Ma and colleagues studied four models of Aβ dodecamers using MD and a TIP3P water box with sodium ions [109]. Orthogonal β-sheets appeared to be the most stable conformation for Aβ dodecamers, and the exposure or shielding of Met-35 was critical in controlling fibril formation [109]. The validity of these in silico findings was supported by prior experimental studies showing that Met35 oxidation, to its sulfoxide or sulfone form, strongly inhibited Aβ assembly [110, 111]. Informed by experiments that showed a Phe19Pro substitution eliminated ion conductance in a planar lipid bilayer, Connelly and colleagues performed MD simulations that predicted a channel-like octadecamer with a collapsed pore [112]. AFM measurements did indeed reveal a collapsed pore.

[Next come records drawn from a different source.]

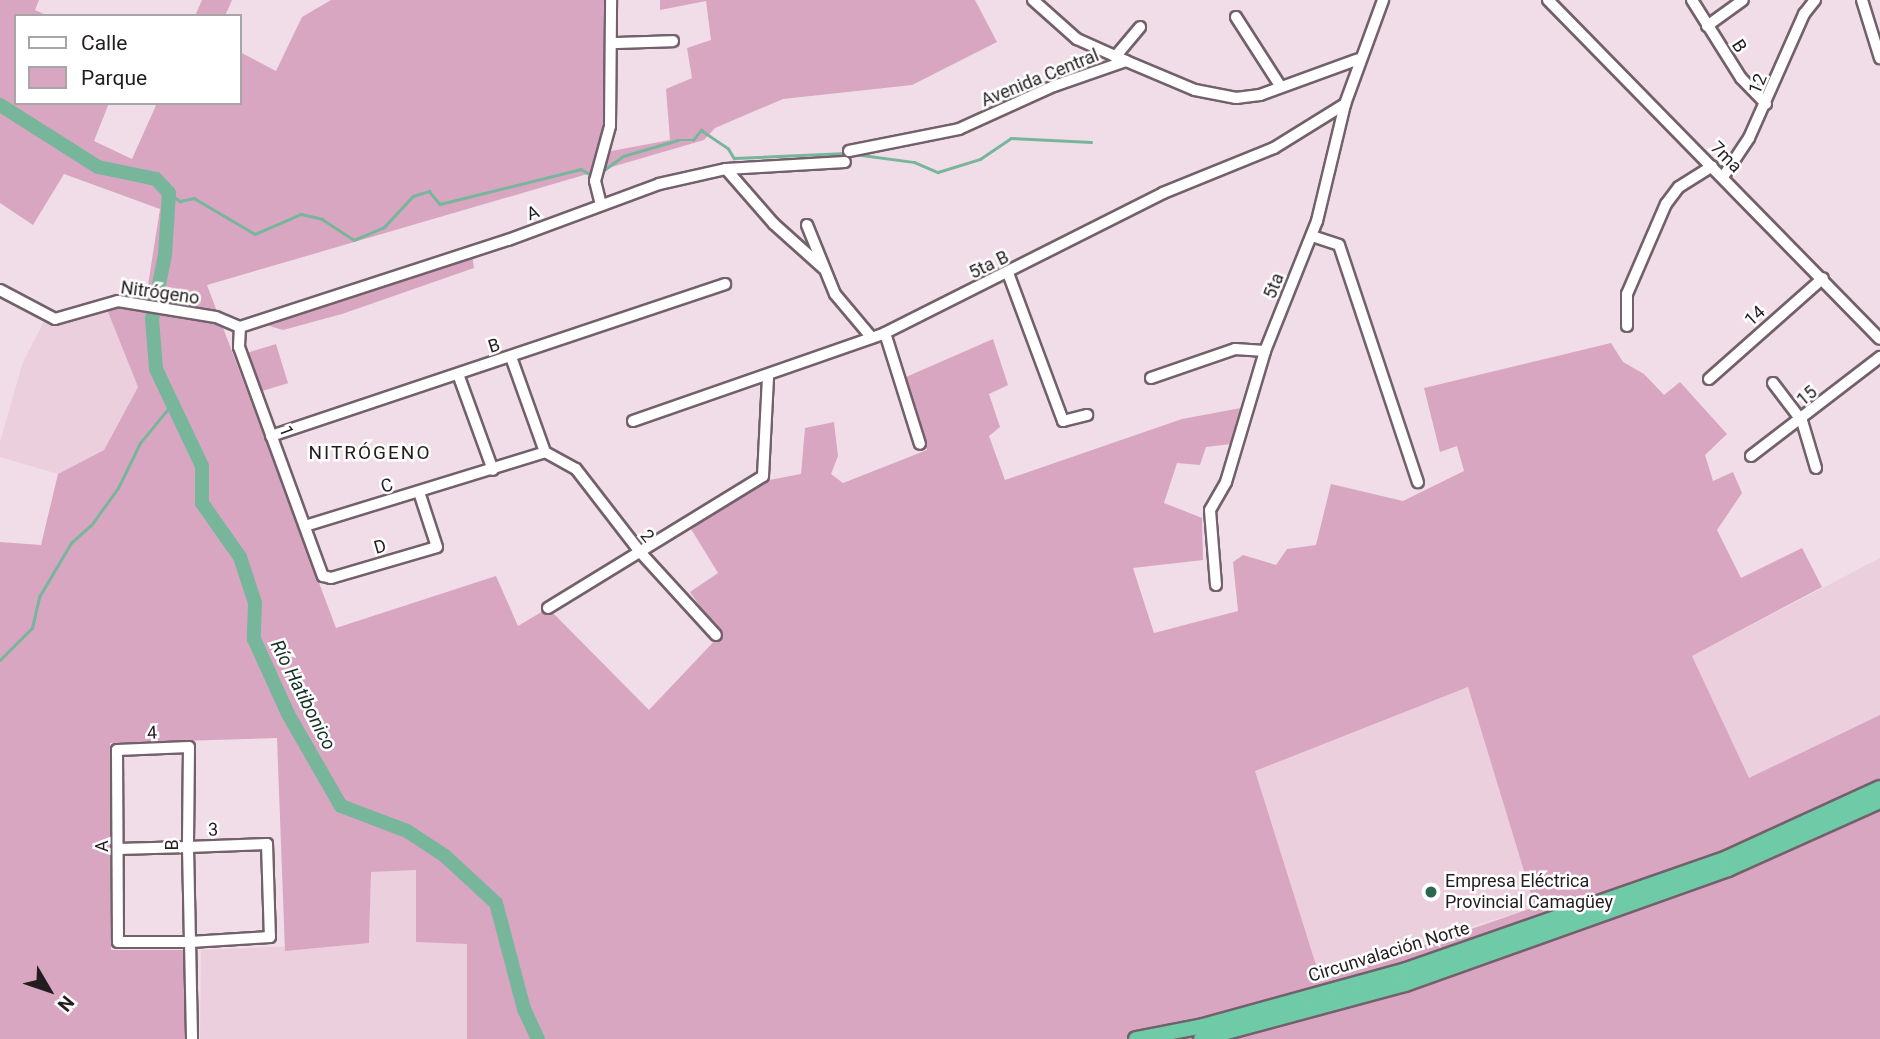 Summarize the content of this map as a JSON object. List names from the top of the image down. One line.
{"streets":{"highway":["Circunvalación Norte"],"street":["B","Avenida Central","12","7ma","A","5ta B","5ta","Nitrógeno","14","15","1","C","2","D","4","3"]},"crossings":[["B","12"],["B","A"],["B","1"],["B","4"],["B","3"],["Avenida Central","5ta"],["12","7ma"],["7ma","14"],["A","Nitrógeno"],["A","1"],["A","4"],["A","3"],["5ta B","5ta"],["Nitrógeno","1"],["1","C"],["1","D"],["C","2"],["C","D"]],"districts":["NITRÓGENO"],"water":["Río Hatibonico"],"places":["Empresa Eléctrica Provincial Camagüey"],"legend":["Calle","Parque"],"north":"bottom right"} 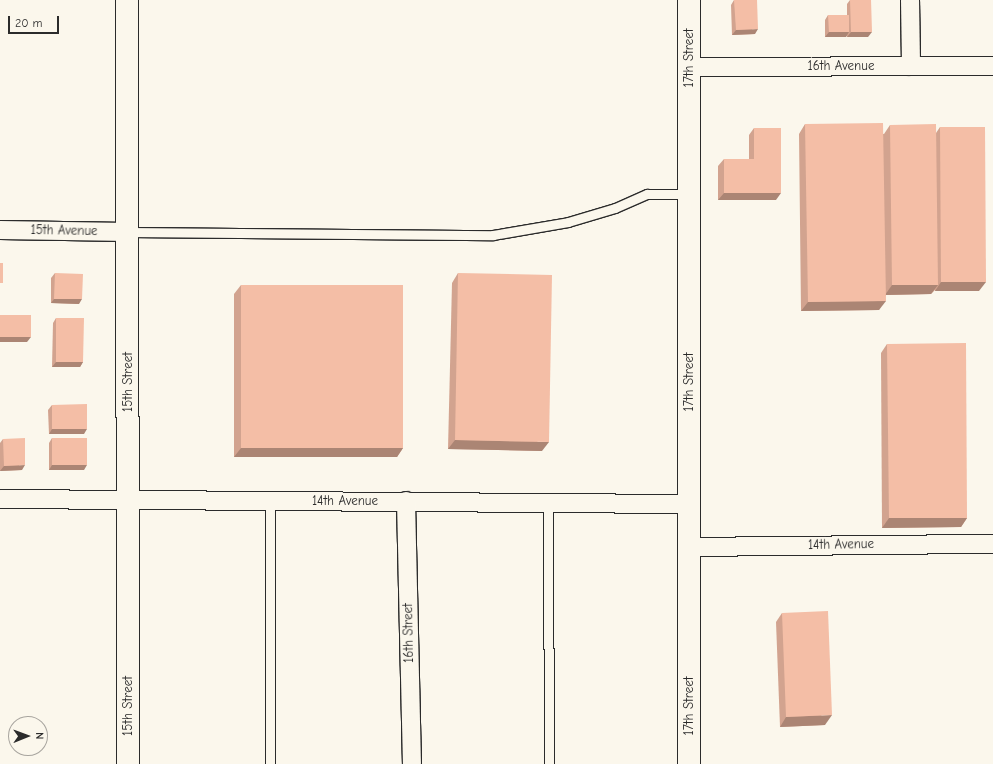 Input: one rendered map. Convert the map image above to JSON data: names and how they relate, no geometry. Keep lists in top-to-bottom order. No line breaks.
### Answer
{"streets":{"main road":["17th Street","15th Street"],"street":["16th Avenue","15th Avenue","14th Avenue","16th Street"]},"crossings":[["17th Street","16th Avenue"],["17th Street","14th Avenue"],["15th Avenue","15th Street"],["15th Street","14th Avenue"],["14th Avenue","16th Street"]],"scale_bar":"20 m","north":"right"} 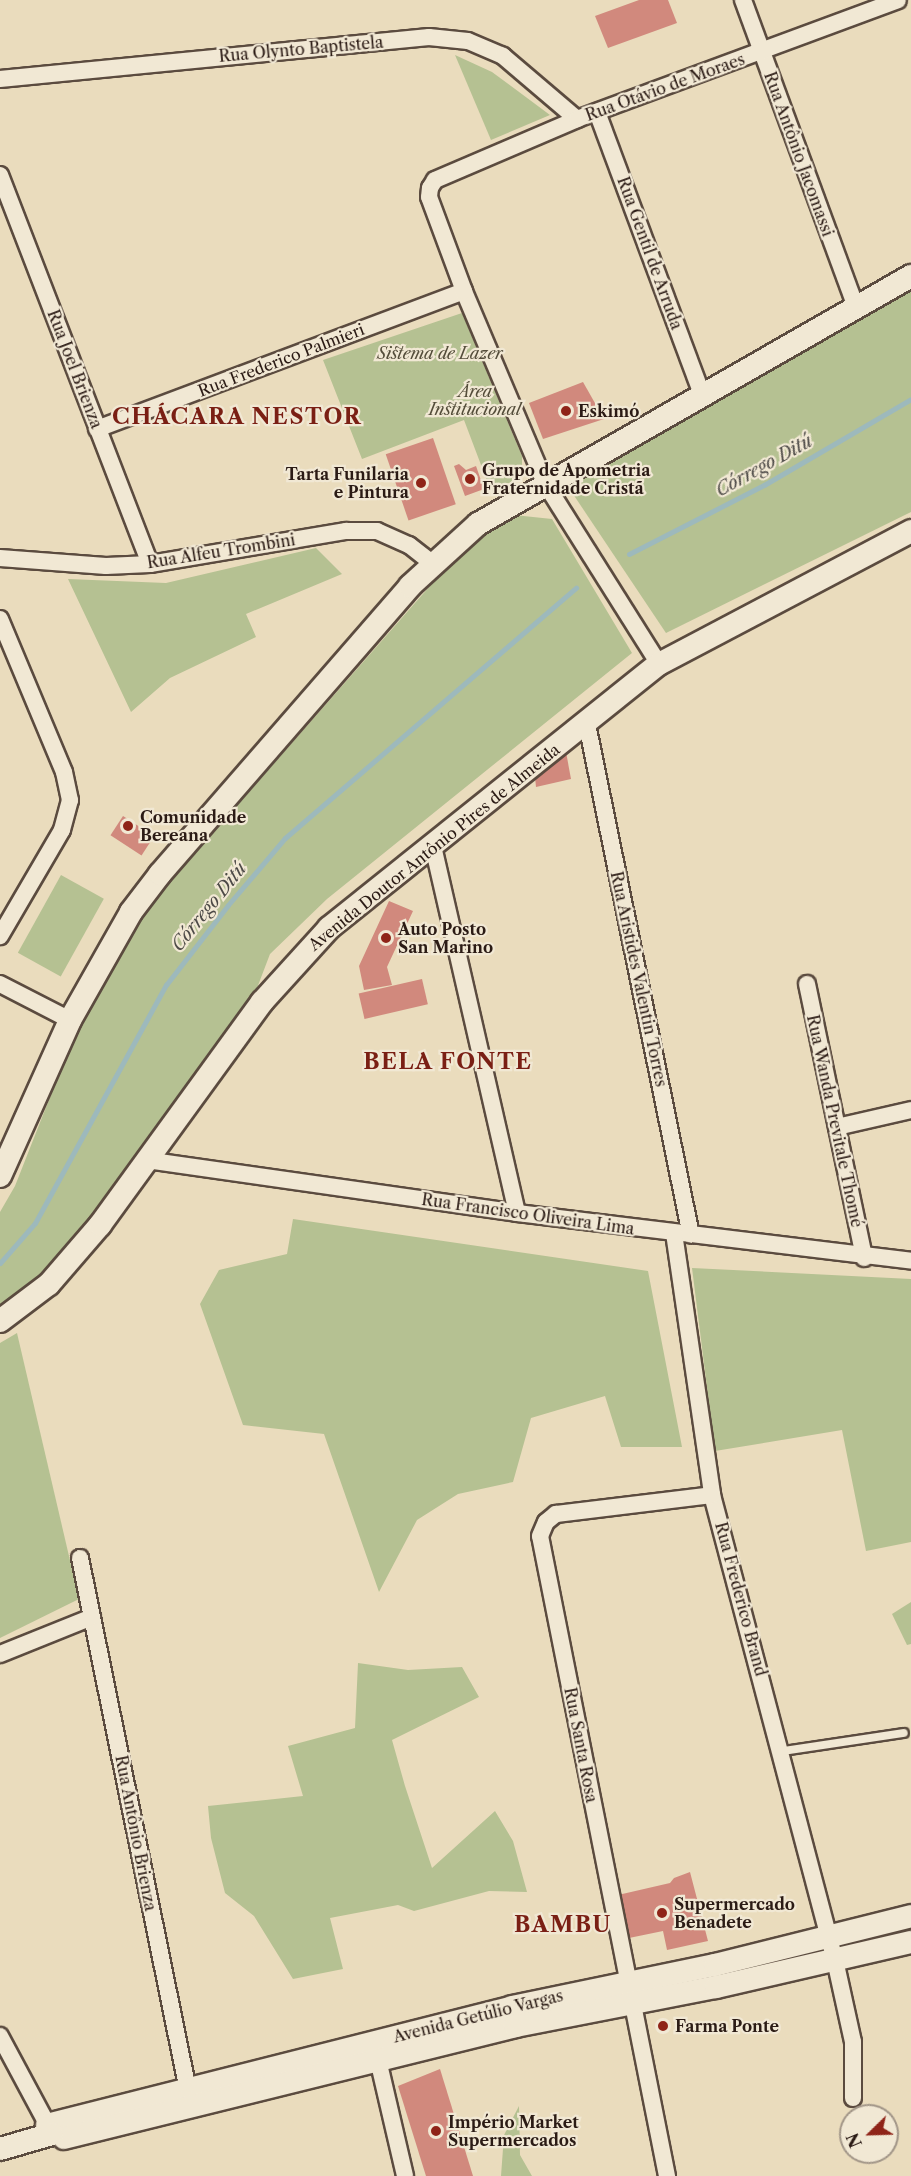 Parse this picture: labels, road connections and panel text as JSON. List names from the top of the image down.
{
  "streets": {
    "main road": ["Avenida Doutor Antônio Pires de Almeida", "Avenida Getúlio Vargas"],
    "street": [
      "Rua Olynto Baptistela",
      "Rua Otávio de Moraes",
      "Rua Antônio Jacomassi",
      "Rua Gentil de Arruda",
      "Rua Frederico Palmieri",
      "Rua Joel Brienza",
      "Rua Alfeu Trombini",
      "Rua Aristides Valentin Torres",
      "Rua Wanda Previtale Thomé",
      "Rua Francisco Oliveira Lima",
      "Rua Frederico Brand",
      "Rua Santa Rosa",
      "Rua Antônio Brienza"
    ]
  },
  "crossings": [
    ["Rua Olynto Baptistela", "Rua Otávio de Moraes"],
    ["Rua Otávio de Moraes", "Rua Antônio Jacomassi"],
    ["Rua Otávio de Moraes", "Rua Gentil de Arruda"],
    ["Rua Otávio de Moraes", "Rua Frederico Palmieri"],
    ["Rua Frederico Palmieri", "Rua Joel Brienza"],
    ["Rua Joel Brienza", "Rua Alfeu Trombini"],
    ["Avenida Doutor Antônio Pires de Almeida", "Rua Aristides Valentin Torres"],
    ["Avenida Doutor Antônio Pires de Almeida", "Rua Francisco Oliveira Lima"],
    ["Rua Aristides Valentin Torres", "Rua Francisco Oliveira Lima"],
    ["Rua Wanda Previtale Thomé", "Rua Francisco Oliveira Lima"],
    ["Rua Francisco Oliveira Lima", "Rua Frederico Brand"],
    ["Rua Frederico Brand", "Rua Santa Rosa"],
    ["Rua Frederico Brand", "Avenida Getúlio Vargas"],
    ["Rua Santa Rosa", "Avenida Getúlio Vargas"],
    ["Rua Antônio Brienza", "Avenida Getúlio Vargas"]
  ],
  "districts": ["CHÁCARA NESTOR", "BELA FONTE", "BAMBU"],
  "water": ["Córrego Ditú"],
  "parks": ["Sistema de Lazer", "Área Institucional"],
  "places": [
    "Eskimó",
    "Grupo de Apometria Fraternidade Cristã",
    "Tarta Funilaria e Pintura",
    "Comunidade Bereana",
    "Auto Posto San Marino",
    "Supermercado Benadete",
    "Farma Ponte",
    "Império Market Supermercados"
  ],
  "north": "bottom left"
}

Further studies of planar lipid bilayers confirmed that a Phe19Pro substituted Aβ42 inhibited channel conductance [113].

Summary

We have briefly described here the use of antibodies to detect Aβ oligomers in transgenic animal and human brains, animal models with increased oligomer formation, and AD mutations within the Aβ coding region of APP that may result in changes to oligomer distributions and concentrations. Ex vivo studies have examined oligomers produced physiologically and determined their abundance, toxicity, and location in tissues. In vitro studies have revealed a wide variety of oligomer structures and have determined the toxic properties of a number of these species. Computational studies have simulated the conformational dynamics of many of the structures observed experimentally and have provided atomistic structural details enabling the experimental testing of hypotheses regarding oligomer formation mechanism(s). This combination of methods, and new methods to be developed in the future, must be integrated into a coordinated, multi-disciplinary approach if the molecular biology of Aβ and its metastable oligomers is to be elucidated.

We have emphasized that oligomers are extremely dynamic (see [50]), thus finding them in vivo or studying them in vitro requires careful control of experimental conditions so that the native state characteristics of the oligomer populations are preserved. A caveat is that the native state characteristics may be impossible to determine. Studies of α-synuclein, another IDP, illustrate the difficulty in preserving the native (physiological) state of non-covalently linked protein oligomers. Substantial prior work has supported the widely held notion that α-synuclein normally exists as a statistical coil in vitro and in vivo[114116]. However, Bartels and colleagues recently argued that α-synuclein derived from neuronal and non-neuronal cell lines, brain tissue or human cells, if extracted under non-denaturing conditions, is an α-helical tetramer [117]. This has been a controversial idea [118, 119]. In fact, the Aβ oligomer field continues to produce ever greater numbers of controversies. The resolution of these controversies depends on the field moving away from descriptive science and much closer to mechanistic science. In doing so, one can be hopeful that the information thus obtained will guide future development of effective therapeutic agents.

Endnote

1In vivo is used here to describe experiments carried out in a live animal, whereas ex vivo is used to describe experiments that use tissues collected after death.